#### What is needed:
Keep the images out while you retype all of the data exactly.

#### Source information:
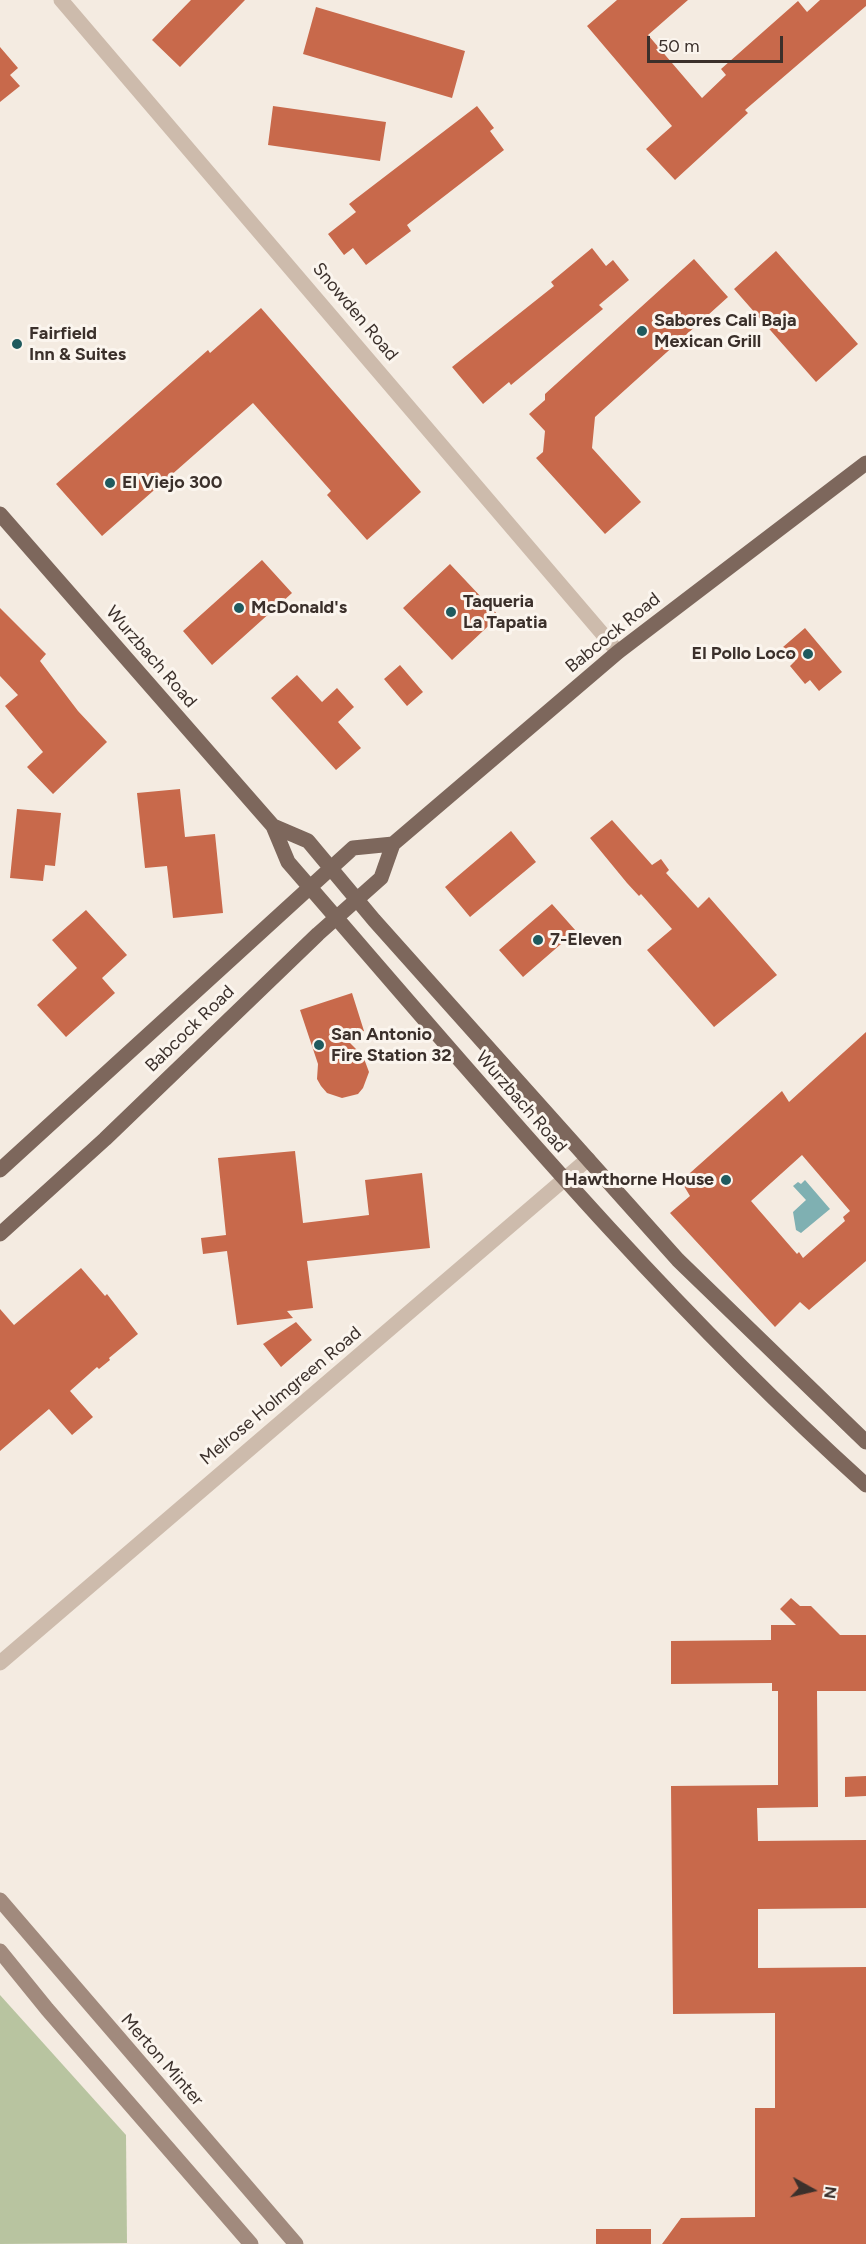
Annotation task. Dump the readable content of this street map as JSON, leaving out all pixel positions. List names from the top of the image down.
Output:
{
  "streets": {
    "main road": ["Babcock Road", "Wurzbach Road"],
    "street": ["Snowden Road", "Melrose Holmgreen Road", "Merton Minter"]
  },
  "crossings": [
    ["Snowden Road", "Babcock Road"],
    ["Babcock Road", "Wurzbach Road"],
    ["Wurzbach Road", "Melrose Holmgreen Road"]
  ],
  "places": [
    "Sabores Cali Baja Mexican Grill",
    "Fairfield Inn & Suites",
    "El Viejo 300",
    "McDonald's",
    "Taqueria La Tapatia",
    "El Pollo Loco",
    "7-Eleven",
    "San Antonio Fire Station 32",
    "Hawthorne House"
  ],
  "scale_bar": "50 m",
  "north": "right"
}
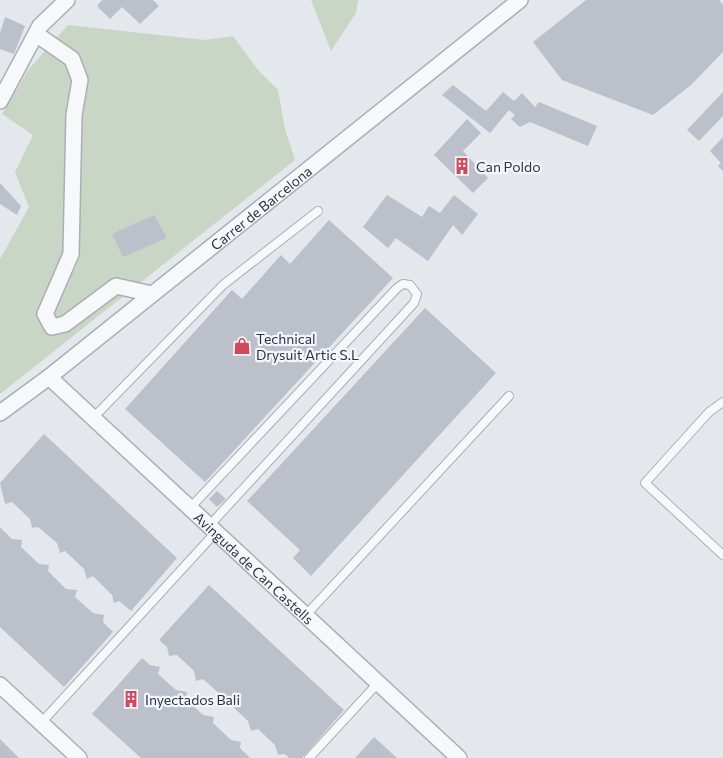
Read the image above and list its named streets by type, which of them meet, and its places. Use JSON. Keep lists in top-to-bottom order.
{
  "streets": {
    "street": ["Carrer de Barcelona", "Avinguda de Can Castells"]
  },
  "crossings": [
    ["Carrer de Barcelona", "Avinguda de Can Castells"]
  ],
  "places": {
    "building": ["Can Poldo", "Inyectados Bali"],
    "shop": ["Technical Drysuit Artic S.L"]
  }
}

#### Worked solution:
Annotation task. Dump the readable content of this street map as JSON, leaving out all pixel positions. List names from the top of the image down.
Output:
{
  "streets": {
    "main road": ["Babcock Road", "Wurzbach Road"],
    "street": ["Snowden Road", "Melrose Holmgreen Road", "Merton Minter"]
  },
  "crossings": [
    ["Snowden Road", "Babcock Road"],
    ["Babcock Road", "Wurzbach Road"],
    ["Wurzbach Road", "Melrose Holmgreen Road"]
  ],
  "places": [
    "Sabores Cali Baja Mexican Grill",
    "Fairfield Inn & Suites",
    "El Viejo 300",
    "McDonald's",
    "Taqueria La Tapatia",
    "El Pollo Loco",
    "7-Eleven",
    "San Antonio Fire Station 32",
    "Hawthorne House"
  ],
  "scale_bar": "50 m",
  "north": "right"
}
Read the image above and list its named streets by type, which of them meet, and its places. Use JSON. Keep lists in top-to-bottom order.
{
  "streets": {
    "street": ["Carrer de Barcelona", "Avinguda de Can Castells"]
  },
  "crossings": [
    ["Carrer de Barcelona", "Avinguda de Can Castells"]
  ],
  "places": {
    "building": ["Can Poldo", "Inyectados Bali"],
    "shop": ["Technical Drysuit Artic S.L"]
  }
}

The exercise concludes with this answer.